Gabrielle Miller trabalha com navios de tráfico de escravos afundados. No contexto do Slave Wrecks Project, promove e integra uma comunidade internacional formada pela diáspora africana de outros séculos, que agora pretende contar a “outra história”. Miller é arqueóloga subaquática e responsável de programa no Centro para o Estudo da Escravatura Global no Museu Nacional de História e Cultura Afro-Americana da Smithsonian Institution, em Washington.
No seu departamento fazem-se exposições, trabalho tutorial e investigação histórica. Além de mergulhadora-arqueóloga do museu, Miller colabora com todos os parceiros globais da instituição. Assina estudos com títulos como “Arqueologia antirracista: o teu tempo é agora”. Há mais de uma década que se dedica à “conversa” que considera essencial: trazer para o dia a dia o legado e o contributo da escravatura para as sociedades ocidentais dominantes, como a norte-americana.
Miller apresentou o Slave Wrecks Project num simpósio global que juntou, entre outros, falantes de português de todo o mundo no Museu Nacional de História Natural e de Ciência, no mês passado.
Este trabalho decorre a várias velocidades. Muitos estarão avançados, outros nem têm ainda noção de como lidar com o seu passado colonial?

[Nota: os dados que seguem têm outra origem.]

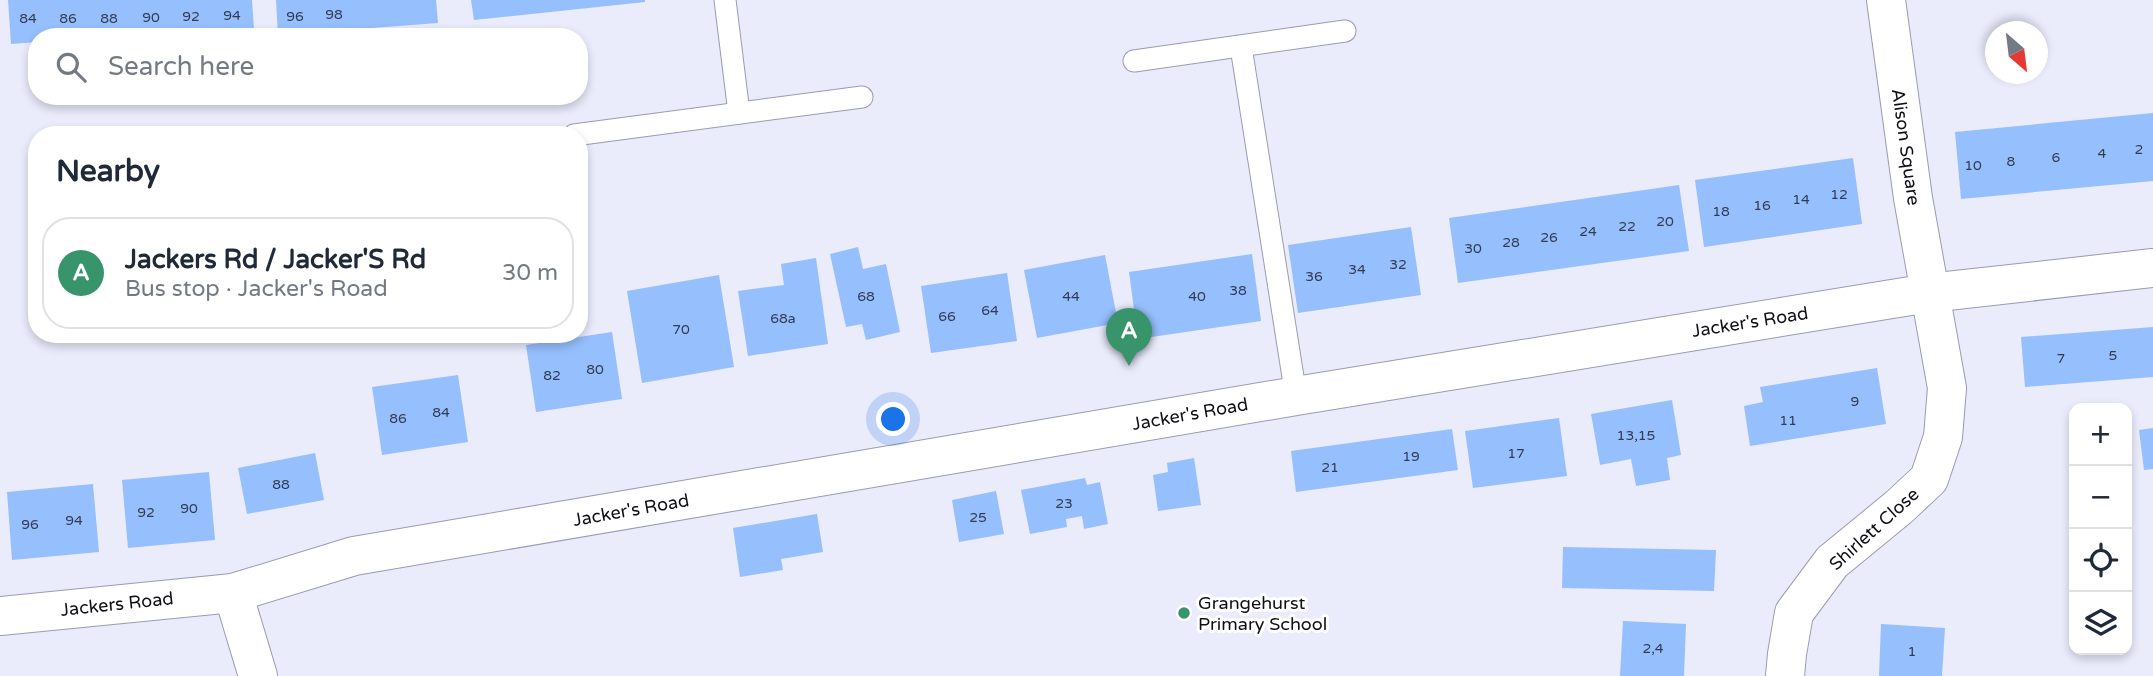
<!DOCTYPE html>
<html lang="en">
<head>
<meta charset="utf-8">
<style>
  :root { --surface:#fff; --page:#f2f2f3; --text:#1f2937; --muted:#747a83; --line:#e0e1e3; --accent:#37946b }
  body { margin:0; font-family:"Varela Round",sans-serif; background:var(--page); color:var(--text) }
  .controls { position:absolute; right:21px; bottom:21px; display:grid; overflow:hidden; border-radius:14px; box-shadow:0 4px 10px #0003 }
  .controls button { width:63px; height:63px; display:grid; place-items:center; padding:0; border:0; border-bottom:2px solid var(--line); background:var(--surface); color:var(--text); font:35px sans-serif }
  .compass { position:absolute; left:1985px; top:21px; width:63px; height:63px; border-radius:50%; background:var(--surface); box-shadow:0 4px 10px #0003; rotate:152deg }
  .you { position:absolute; left:894px; top:420px; width:24px; height:24px; margin:-18px; border:5px solid #fff; border-radius:50%; background:#1a73e8; box-shadow:0 0 0 10px #1a73e833 }
  .badge { display:grid; place-items:center; width:46px; height:46px; border-radius:50%; background:var(--accent); color:#fff; font-size:23px; font-weight:700 }
  .pin { position:absolute; translate:-50% -58px; filter:drop-shadow(0 2px 4px #0008) }
  .pin::after { content:''; position:absolute; top:37px; width:24px; height:21px; background:inherit; clip-path:polygon(0 0,100% 0,50% 100%) }
  .list { margin:0; padding:0; list-style:none }
  h2 { display:flex; justify-content:space-between; align-items:center; height:91px; margin:0; padding:0 28px; font-size:30px }
  h2 small { font-size:23px; font-weight:400; color:var(--muted) }
  .list li { display:grid; grid-template-columns:46px 1fr auto; gap:21px; align-items:center; box-sizing:border-box; height:112px; margin:0 14px 14px; padding:0 14px; border:2px solid var(--line); border-radius:28px }
  .list b { display:block; font-size:26px; white-space:nowrap }
  .list p { margin:0; font-size:23px; white-space:nowrap; color:var(--muted) }
  .list em { font-size:23px; font-style:normal; color:var(--muted) }
  .icon { flex:none; width:38px; height:38px; fill:none; stroke:currentColor; stroke-width:2; stroke-linecap:round; stroke-linejoin:round }
  .map { position:relative; flex:none; width:2153px; height:676px; overflow:hidden }
  .search { position:absolute; background:var(--surface); box-shadow:0 4px 10px #0003; left:28px; top:28px; width:560px; height:77px; display:flex; align-items:center; gap:18px; box-sizing:border-box; padding:0 24px; border-radius:28px; color:var(--muted); font-size:26px }
  .panel { position:absolute; background:var(--surface); box-shadow:0 4px 10px #0003; left:28px; top:126px; width:560px; height:217px; border-radius:28px }
  .map>svg:first-child { display:block }
  .building { fill:#96bffe }
  .lines { fill:none; stroke-linecap:round; stroke-linejoin:round }
  .service-casing { stroke:#999bb3; stroke-width:23 }
  .minor-casing { stroke:#999bb3; stroke-width:40 }
  .service { stroke:#fff; stroke-width:21 }
  .minor { stroke:#fff; stroke-width:38 }
  .poi-dot { fill:#37946b; stroke:#fff; stroke-width:2.5 }
  .labels { text-anchor:middle; dominant-baseline:central; stroke-width:6; stroke-linejoin:round; paint-order:stroke }
  .number-label { font-size:14px; fill:#313b52 }
  .street-label { font-size:18px; fill:#0f0f18; stroke:#fff }
  .poi-label { font-size:18px; fill:#0f0f18; stroke:#fff; text-anchor:start }
</style>
</head>
<body>
<div class="map">
<svg width="2153" height="676" viewBox="0 0 2153 676">
  <rect width="100%" height="100%" fill="#eaebfb"/>
  <g class="building">
    <path d="M8,0H252L254,29L125,37H37V42L11,44Z"/>
    <path d="M276,0H436L438,23L278,35Z"/>
    <path d="M471,0H645V2L474,20Z"/>
    <path d="M2153,113V181L1961,199L1955,132Z"/>
    <path d="M1853,158L1862,224L1704,247L1695,180Z"/>
    <path d="M1679,185L1689,251L1458,283L1449,218Z"/>
    <path d="M1411,227L1421,295L1298,313L1288,245Z"/>
    <path d="M858,247L863,269L886,264L900,332L866,340L862,324L846,327L830,254Z"/>
    <path d="M1252,254L1261,321L1138,339L1129,272Z"/>
    <path d="M1105,255L1118,323L1037,338L1024,270Z"/>
    <path d="M816,258L828,344L748,356L738,291L784,285L781,264Z"/>
    <path d="M1007,273L1017,341L931,353L921,286Z"/>
    <path d="M719,275L734,367L642,383L627,291Z"/>
    <path d="M2153,327V377L2025,387L2021,337Z"/>
    <path d="M612,332L622,399L536,412L526,345Z"/>
    <path d="M1877,368L1886,424L1750,446L1744,406L1763,402L1760,387Z"/>
    <path d="M458,375L468,442L382,455L372,387Z"/>
    <path d="M1672,400L1681,455L1667,458L1670,480L1636,486L1631,459L1600,465L1591,414Z"/>
    <path d="M1559,418L1567,476L1473,488L1465,431Z"/>
    <path d="M2153,428V469L2144,470L2139,430Z"/>
    <path d="M1452,429L1458,470L1296,492L1291,451Z"/>
    <path d="M315,453L324,500L247,514L238,468Z"/>
    <path d="M1194,458L1201,505L1158,511L1153,475L1168,472L1167,463Z"/>
    <path d="M209,472L215,540L128,548L122,480Z"/>
    <path d="M1085,478L1087,485L1100,482L1108,524L1084,529L1082,516L1066,519L1067,527L1030,534L1021,490Z"/>
    <path d="M93,484L99,552L12,560L7,492Z"/>
    <path d="M996,491L1004,534L959,542L952,500Z"/>
    <path d="M817,514L823,552L781,559L783,570L740,577L733,528Z"/>
    <path d="M1563,547L1716,550L1714,591L1562,588Z"/>
    <path d="M1623,621L1686,624L1684,676H1620Z"/>
    <path d="M1881,624L1945,628L1942,676H1879Z"/>
  </g>
  <g class="lines">
    <g class="service-casing">
      <g id="service">
        <path d="M725,0L739,113"/>
        <path d="M1241,47L1296,396"/>
        <path d="M1134,61L1345,31"/>
        <path d="M574,135L862,97"/>
      </g>
    </g>
    <g class="minor-casing">
      <g id="minor">
        <path d="M233,593L258,676"/>
        <path d="M0,616L233,593L354,556L1296,396L1929,293L2153,268"/>
        <path d="M1785,676L1787,654L1794,613L1832,562L1899,507L1929,479L1943,437L1947,388L1913,198L1886,0"/>
      </g>
    </g>
    <use href="#service" class="service"/>
    <use href="#minor" class="minor"/>
  </g>
  <circle class="poi-dot" cx="1184" cy="613" r="7"/>
  <g class="labels">
    <g class="number-label">
      <text x="334" y="14">98</text>
      <text x="232" y="15">94</text>
      <text x="191" y="16">92</text>
      <text x="295" y="16">96</text>
      <text x="151" y="17">90</text>
      <text x="28" y="18">84</text>
      <text x="68" y="18">86</text>
      <text x="109" y="18">88</text>
      <text x="2139" y="149">2</text>
      <text x="2102" y="153">4</text>
      <text x="2056" y="157">6</text>
      <text x="2011" y="161">8</text>
      <text x="1973" y="165">10</text>
      <text x="1839" y="194">12</text>
      <text x="1801" y="199">14</text>
      <text x="1762" y="205">16</text>
      <text x="1721" y="211">18</text>
      <text x="1665" y="221">20</text>
      <text x="1627" y="226">22</text>
      <text x="1588" y="231">24</text>
      <text x="1549" y="237">26</text>
      <text x="1511" y="242">28</text>
      <text x="1473" y="248">30</text>
      <text x="1398" y="264">32</text>
      <text x="1357" y="269">34</text>
      <text x="1314" y="276">36</text>
      <text x="1238" y="290">38</text>
      <text x="866" y="296">68</text>
      <text x="1071" y="296">44</text>
      <text x="1197" y="296">40</text>
      <text x="990" y="310">64</text>
      <text x="947" y="316">66</text>
      <text x="783" y="318">68a</text>
      <text x="681" y="329">70</text>
      <text x="2113" y="355">5</text>
      <text x="2061" y="358">7</text>
      <text x="595" y="369">80</text>
      <text x="552" y="375">82</text>
      <text x="1855" y="401">9</text>
      <text x="441" y="412">84</text>
      <text x="398" y="418">86</text>
      <text x="1788" y="420">11</text>
      <text x="1636" y="435">13,15</text>
      <text x="1516" y="453">17</text>
      <text x="1411" y="456">19</text>
      <text x="1330" y="467">21</text>
      <text x="281" y="484">88</text>
      <text x="1064" y="503">23</text>
      <text x="189" y="508">90</text>
      <text x="146" y="512">92</text>
      <text x="978" y="517">25</text>
      <text x="74" y="520">94</text>
      <text x="30" y="524">96</text>
      <text x="1653" y="648">2,4</text>
      <text x="1912" y="651">1</text>
    </g>
    <g class="street-label">
      <text transform="translate(1906 147) rotate(82)">Alison Square</text>
      <text transform="translate(1750 322) rotate(-9)">Jacker's Road</text>
      <text transform="translate(1190 414) rotate(-10)">Jacker's Road</text>
      <text transform="translate(631 510) rotate(-10)">Jacker's Road</text>
      <text transform="translate(1874 529) rotate(-42)">Shirlett Close</text>
      <text transform="translate(117 604) rotate(-6)">Jackers Road</text>
    </g>
    <g class="poi-label">
      <text x="1198" y="603">Grangehurst<tspan x="1198" dy="21">Primary School</tspan></text>
    </g>
  </g>
</svg>
<div class="controls">
<button>+</button>
<button>−</button>
<button><svg class="icon" aria-label="locate" viewBox="0 0 24 24"><circle cx="12" cy="12" r="6"/><path d="M12 2v4M12 18v4M2 12h4M18 12h4"/></svg></button>
<button><svg class="icon" aria-label="layers" viewBox="0 0 24 24"><path d="M12 4l9 5-9 5-9-5zM3 14l9 5 9-5"/></svg></button>
</div>
<svg class="compass" viewBox="-18 -18 36 36"><path d="M0-13l5 13h-10z" fill="#e53935"/><path d="M0 13l5-13h-10z" fill="#747a83"/></svg>
<div class="you"></div>
<div class="pin badge" style="left:1129px;top:366px">A</div>
<div class="search"><svg class="icon" aria-label="search" viewBox="0 0 24 24"><circle cx="10" cy="10" r="6"/><path d="M15 15l6 6"/></svg>Search here</div>
<section class="panel">
<h2>Nearby<small></small></h2>
<ul class="list">
<li><span class="badge">A</span><div><b>Jackers Rd / Jacker'S Rd</b><p>Bus stop · Jacker's Road</p></div><em>30 m</em></li>
</ul>
</section>
</div>
</body>
</html>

A forma como discutimos a raça nos Estados Unidos leva as pessoas a pensar imediatamente em racismo. O nosso museu está muito focado em experiências de “nós e eles” na nação racial, mas a escravatura global é exatamente o que é, globalizada. Portugal foi o último império colonial a abolir a escravatura, o que faz desse período uma conversa muito recente, mas também reconhecemos a escravatura como parte de um contínuo. Basta haver pessoas de origem africana para haver um olhar sobre o passado. Basta ver porque e como funciona o nosso mundo hoje, como se desenvolveram as diásporas. Há africanos no Brasil, nas Caraíbas, em todas as Américas, na Europa. Nas diásporas africanas há experiências terríveis, mas também experiências muito semelhantes, por causa da forma como o colonialismo deu forma ao nosso mundo. Quando começamos um trabalho como o que fazemos com os barcos dos escravos, muitas vezes estamos à procura das embarcações físicas, porém também usamos o trabalho como metáfora que permite iniciar a conversa e a compreensão. Portanto, dizemos: eis um objeto, testemunho de um acontecimento que podemos tocar, mas este artefacto físico representa o ponto de partida de uma explicação de como e porque é o mundo como é. Porque é que há racismo e porque é que pessoas que têm o mesmo aspeto que eu, em todo o mundo, têm de lidar com isso? O trabalho que fazemos é um instrumento, parte da conversa que serve para expor e desenterrar a História. A conversa serve para avaliar o impacto que essa História teve.